Re: Avoiding adjacent checkpoint records - Mailing list pgsql-hackers

From Robert Haas
Subject Re: Avoiding adjacent checkpoint records
Date
Msg-id CA+TgmoZoLnowRpi0CgTmghfmwE4uquj38ZvJO2MswAR21JX6Xg@mail.gmail.com
Whole thread Raw
In response to Avoiding adjacent checkpoint records  (Tom Lane <tgl@sss.pgh.pa.us>)
Responses Re: Avoiding adjacent checkpoint records
List pgsql-hackers
On Wed, Jun 6, 2012 at 3:08 PM, Tom Lane <tgl@sss.pgh.pa.us> wrote:
> In commit 18fb9d8d21a28caddb72c7ffbdd7b96d52ff9724, Simon modified the
> rule for when to skip checkpoints on the grounds that not enough
> activity has happened since the last one.  However, that commit left the
> comment block about it in a nonsensical state:
>
>    * If this isn't a shutdown or forced checkpoint, and we have not switched
>    * to the next WAL file since the start of the last checkpoint, skip the
>    * checkpoint.  The idea here is to avoid inserting duplicate checkpoints
>    * when the system is idle. That wastes log space, and more importantly it
>    * exposes us to possible loss of both current and previous checkpoint
>    * records if the machine crashes just as we're writing the update.
>    * (Perhaps it'd make even more sense to checkpoint only when the previous
>    * checkpoint record is in a different xlog page?)

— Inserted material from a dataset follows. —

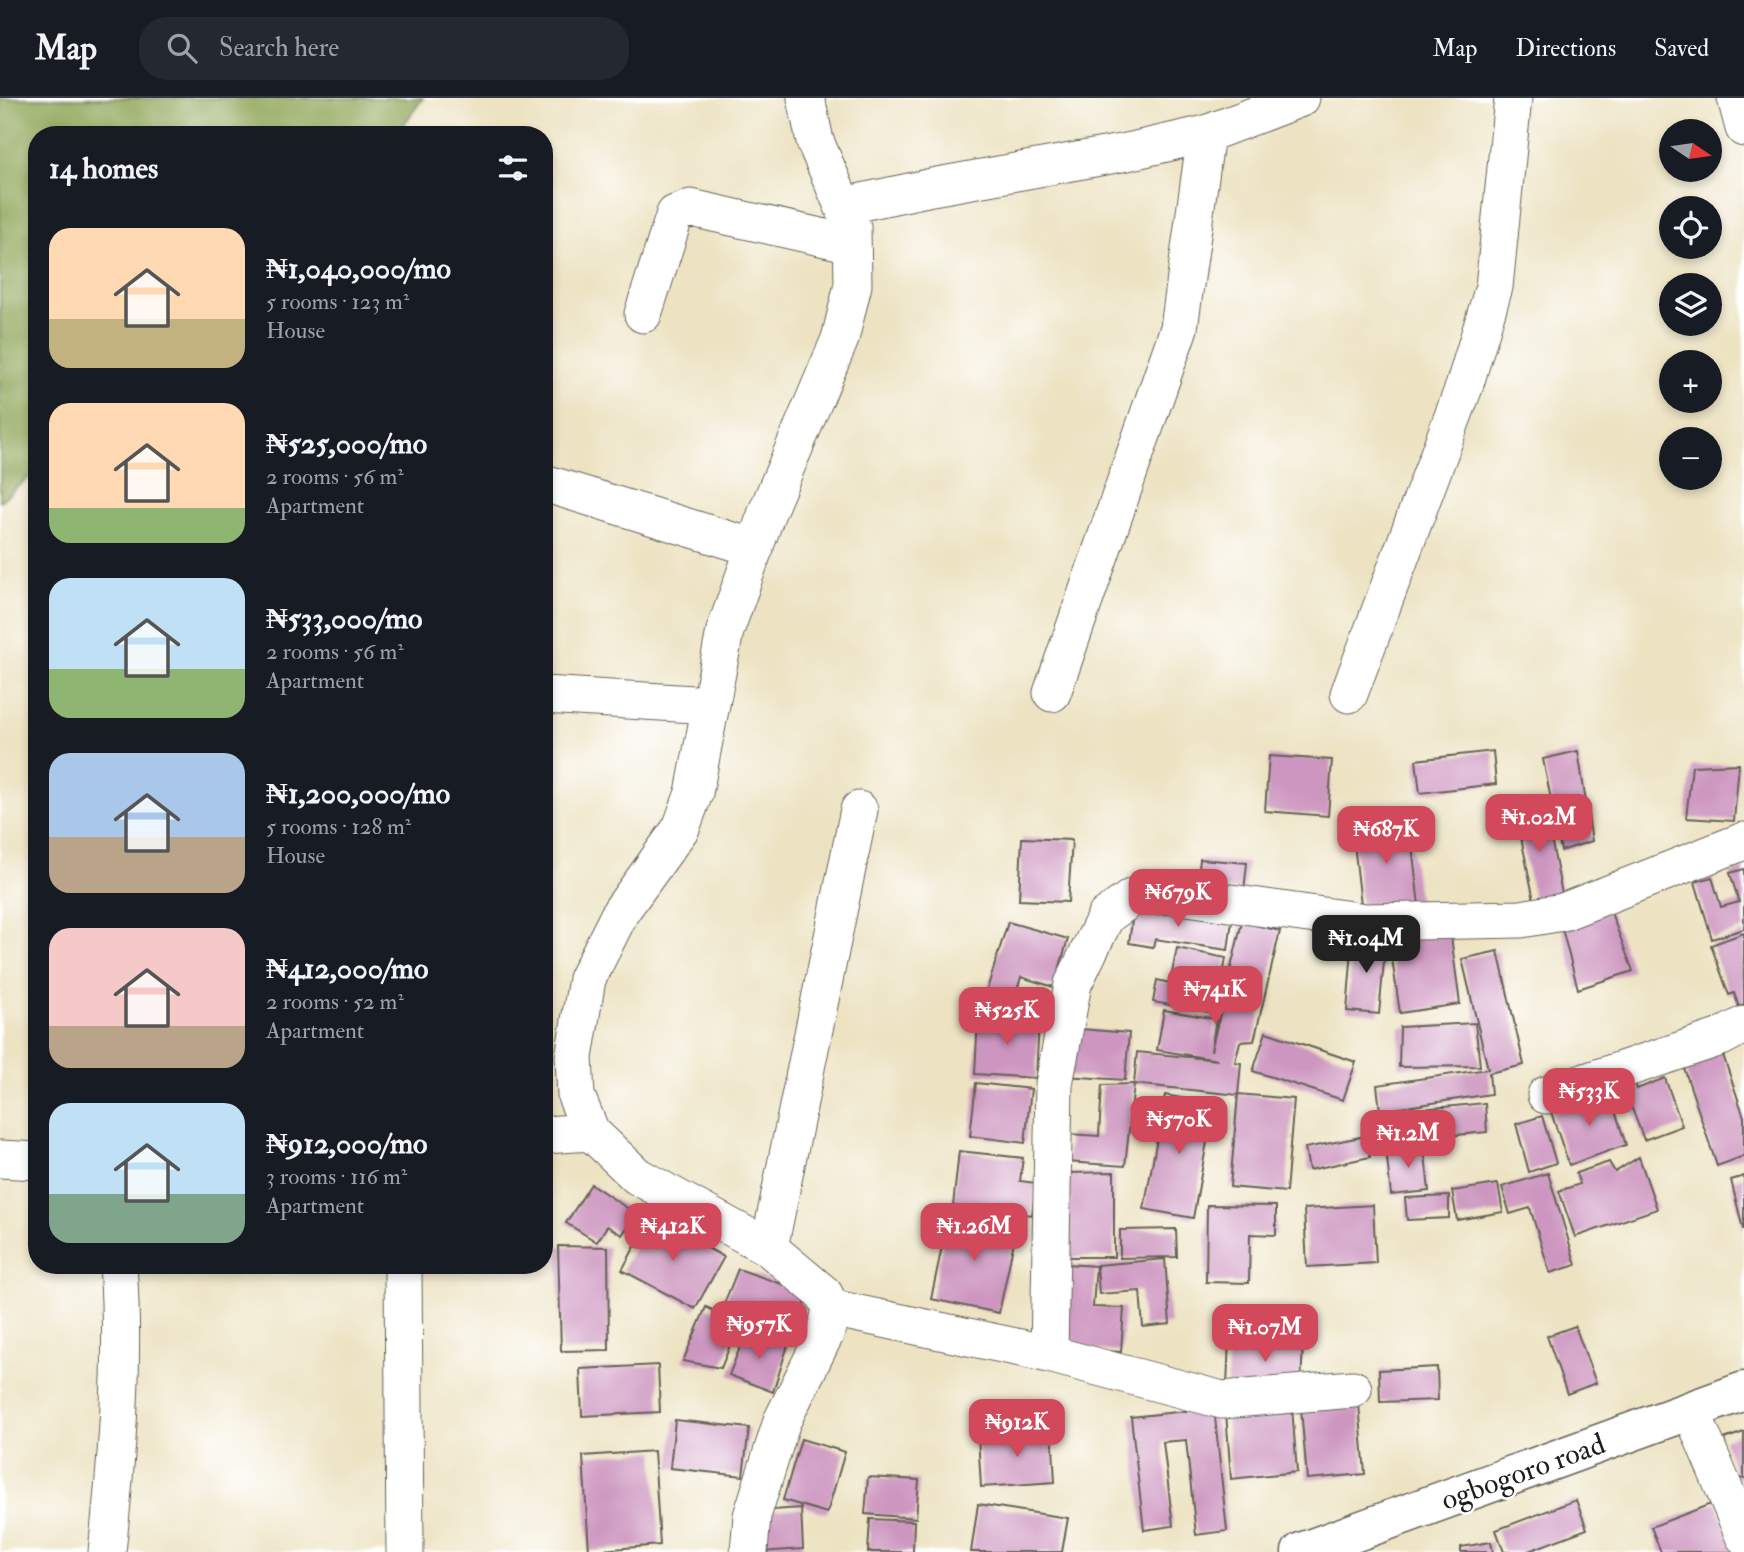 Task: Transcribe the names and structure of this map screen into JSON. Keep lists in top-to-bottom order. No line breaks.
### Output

IIRC, the inspiration for the change was that we were getting a
never-ending series of checkpoints even when nothing was happening at
all:

http://archives.postgresql.org/pgsql-hackers/2011-10/msg00207.php

I felt (and still feel) that this was misguided.  I understand why
people don't want a completely idle system to checkpoint; but I can't
recall a single complaint about a checkpoint on a system low but not
zero activity.  Checkpoints are pretty cheap when there isn't much
data to flush.  The flip side is that I know of real customers who
would have suffered real data loss had this code been present in the
server version they were using.  Checkpoints are the *only* mechanism
by which SLRU pages get flushed to disk on a mostly-idle system.  That
means if something happens to your pg_xlog directory, and you haven't
had a checkpoint, you're screwed.  Letting data sit in memory for
hours, days, weeks, or months because we haven't filled up a WAL
segment is just terrible.  The first user who loses a transaction that
was committed a month ago after running pg_resetxlog is going to hit
the ceiling, and I don't blame them.

It wouldn't be so bad if we had background writing for SLRU pages,
because then you could figure that the OS would eventually have a
chance to write the page out... but we don't.  It'll just sit there in
shared memory, dirty, forever.  CLOG data in particular is FAR too
precious to take that kind of chance with.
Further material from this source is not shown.